== What the exercise asks ==
The word "East" may appear in some lines of the data; copy every such line.

Collected data:
- - - -

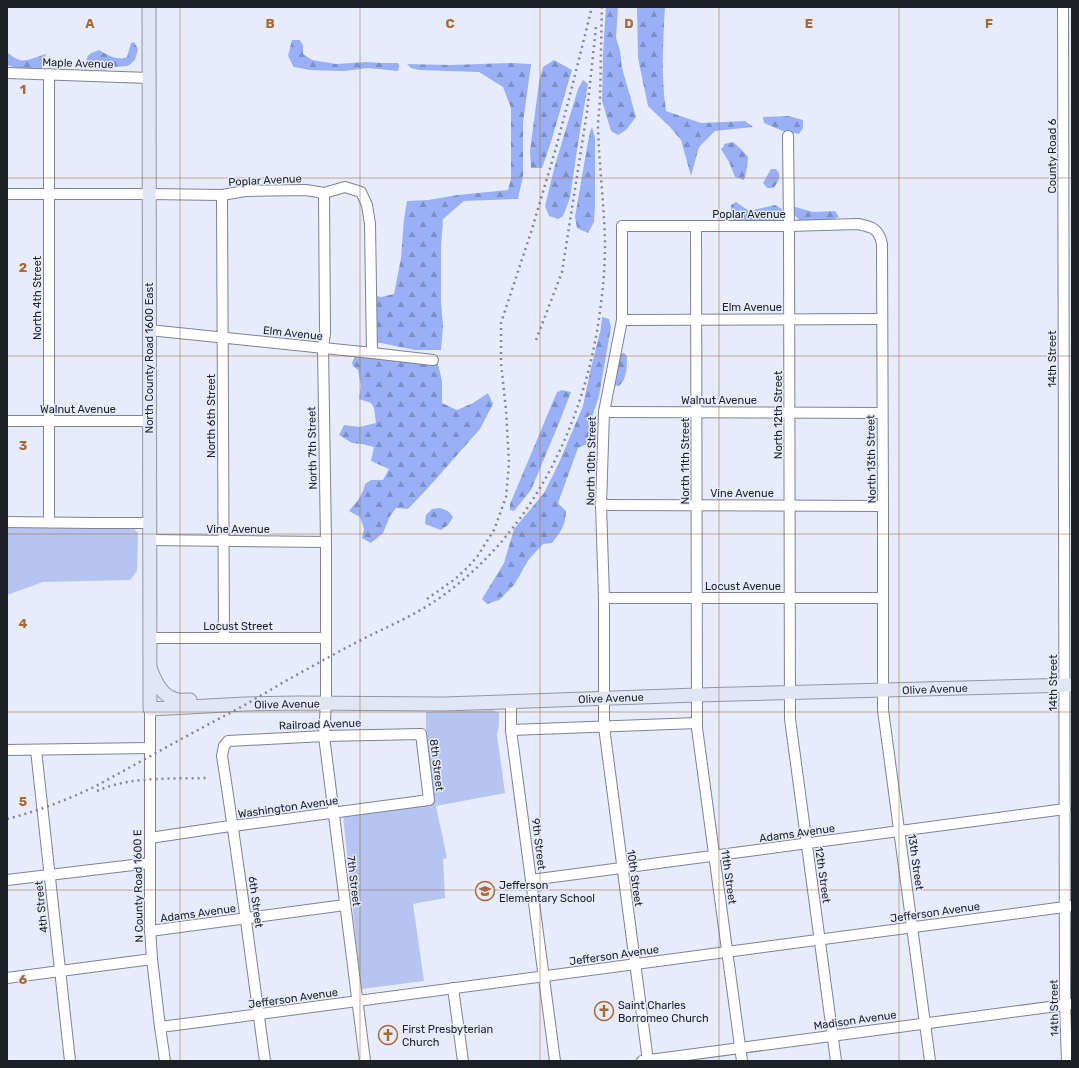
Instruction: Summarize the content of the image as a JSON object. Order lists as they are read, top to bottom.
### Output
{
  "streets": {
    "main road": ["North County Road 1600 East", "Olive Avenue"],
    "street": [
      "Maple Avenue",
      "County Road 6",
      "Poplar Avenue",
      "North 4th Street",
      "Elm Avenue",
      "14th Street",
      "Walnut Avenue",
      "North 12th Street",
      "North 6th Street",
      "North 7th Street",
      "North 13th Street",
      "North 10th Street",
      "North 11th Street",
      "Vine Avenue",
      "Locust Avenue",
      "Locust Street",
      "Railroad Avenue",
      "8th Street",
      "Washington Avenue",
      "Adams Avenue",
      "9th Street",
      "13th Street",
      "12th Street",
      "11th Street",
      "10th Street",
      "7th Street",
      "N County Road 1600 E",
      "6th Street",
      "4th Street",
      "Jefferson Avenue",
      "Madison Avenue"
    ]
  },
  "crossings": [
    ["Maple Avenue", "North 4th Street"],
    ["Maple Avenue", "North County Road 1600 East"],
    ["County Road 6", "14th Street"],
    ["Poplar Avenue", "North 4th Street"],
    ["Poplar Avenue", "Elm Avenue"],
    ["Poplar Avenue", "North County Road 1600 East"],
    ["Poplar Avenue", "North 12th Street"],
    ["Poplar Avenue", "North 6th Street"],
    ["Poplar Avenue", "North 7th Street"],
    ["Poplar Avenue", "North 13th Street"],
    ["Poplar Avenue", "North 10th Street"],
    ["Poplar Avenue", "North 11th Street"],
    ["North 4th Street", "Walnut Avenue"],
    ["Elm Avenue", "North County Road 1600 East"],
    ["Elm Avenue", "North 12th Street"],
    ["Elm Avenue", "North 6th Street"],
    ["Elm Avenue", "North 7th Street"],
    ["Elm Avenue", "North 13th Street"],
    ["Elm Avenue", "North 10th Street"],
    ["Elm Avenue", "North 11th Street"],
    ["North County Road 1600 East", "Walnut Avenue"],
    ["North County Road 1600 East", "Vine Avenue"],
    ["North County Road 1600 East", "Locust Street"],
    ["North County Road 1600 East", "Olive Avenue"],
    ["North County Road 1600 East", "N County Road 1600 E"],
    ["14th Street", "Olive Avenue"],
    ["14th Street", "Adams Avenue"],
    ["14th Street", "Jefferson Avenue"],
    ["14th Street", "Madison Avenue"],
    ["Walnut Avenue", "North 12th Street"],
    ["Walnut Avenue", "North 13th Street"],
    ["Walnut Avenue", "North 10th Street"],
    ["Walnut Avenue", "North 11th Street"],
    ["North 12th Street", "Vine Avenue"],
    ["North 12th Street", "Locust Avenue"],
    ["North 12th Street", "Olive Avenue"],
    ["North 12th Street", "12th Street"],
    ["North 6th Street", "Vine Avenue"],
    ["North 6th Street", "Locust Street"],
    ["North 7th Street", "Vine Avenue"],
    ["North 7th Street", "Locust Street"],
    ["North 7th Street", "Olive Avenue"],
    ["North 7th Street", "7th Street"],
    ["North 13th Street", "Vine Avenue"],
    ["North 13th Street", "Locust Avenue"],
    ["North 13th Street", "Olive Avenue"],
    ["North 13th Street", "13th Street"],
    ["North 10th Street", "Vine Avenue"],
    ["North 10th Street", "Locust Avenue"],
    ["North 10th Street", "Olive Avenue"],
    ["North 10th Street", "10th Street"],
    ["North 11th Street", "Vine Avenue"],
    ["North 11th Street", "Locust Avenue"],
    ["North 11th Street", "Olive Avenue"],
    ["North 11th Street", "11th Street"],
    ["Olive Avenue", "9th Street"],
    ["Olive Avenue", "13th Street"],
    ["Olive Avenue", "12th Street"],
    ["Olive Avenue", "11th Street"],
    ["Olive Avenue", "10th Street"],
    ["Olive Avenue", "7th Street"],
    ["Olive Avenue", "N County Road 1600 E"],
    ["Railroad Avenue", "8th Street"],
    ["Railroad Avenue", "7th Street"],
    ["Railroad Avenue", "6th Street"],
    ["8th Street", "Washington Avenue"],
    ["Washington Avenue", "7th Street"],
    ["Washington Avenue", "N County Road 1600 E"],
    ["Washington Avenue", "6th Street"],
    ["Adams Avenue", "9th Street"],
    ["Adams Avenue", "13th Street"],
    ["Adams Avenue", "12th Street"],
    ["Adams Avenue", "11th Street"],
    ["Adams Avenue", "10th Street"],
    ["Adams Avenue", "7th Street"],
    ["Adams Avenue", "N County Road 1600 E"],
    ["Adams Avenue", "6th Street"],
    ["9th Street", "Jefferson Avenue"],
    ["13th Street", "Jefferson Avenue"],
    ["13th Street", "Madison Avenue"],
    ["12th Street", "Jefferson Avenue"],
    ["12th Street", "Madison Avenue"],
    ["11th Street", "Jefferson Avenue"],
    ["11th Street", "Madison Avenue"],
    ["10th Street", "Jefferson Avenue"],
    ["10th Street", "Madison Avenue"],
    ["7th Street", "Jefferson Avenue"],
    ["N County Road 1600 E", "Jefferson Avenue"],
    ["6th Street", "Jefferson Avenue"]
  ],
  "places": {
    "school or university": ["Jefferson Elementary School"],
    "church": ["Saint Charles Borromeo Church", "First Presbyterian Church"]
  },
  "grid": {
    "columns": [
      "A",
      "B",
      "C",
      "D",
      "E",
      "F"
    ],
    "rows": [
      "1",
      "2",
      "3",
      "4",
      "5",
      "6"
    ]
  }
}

- - - -

== The completed task ==
    "main road": ["North County Road 1600 East", "Olive Avenue"],
    ["Maple Avenue", "North County Road 1600 East"],
    ["Poplar Avenue", "North County Road 1600 East"],
    ["Elm Avenue", "North County Road 1600 East"],
    ["North County Road 1600 East", "Walnut Avenue"],
    ["North County Road 1600 East", "Vine Avenue"],
    ["North County Road 1600 East", "Locust Street"],
    ["North County Road 1600 East", "Olive Avenue"],
    ["North County Road 1600 East", "N County Road 1600 E"],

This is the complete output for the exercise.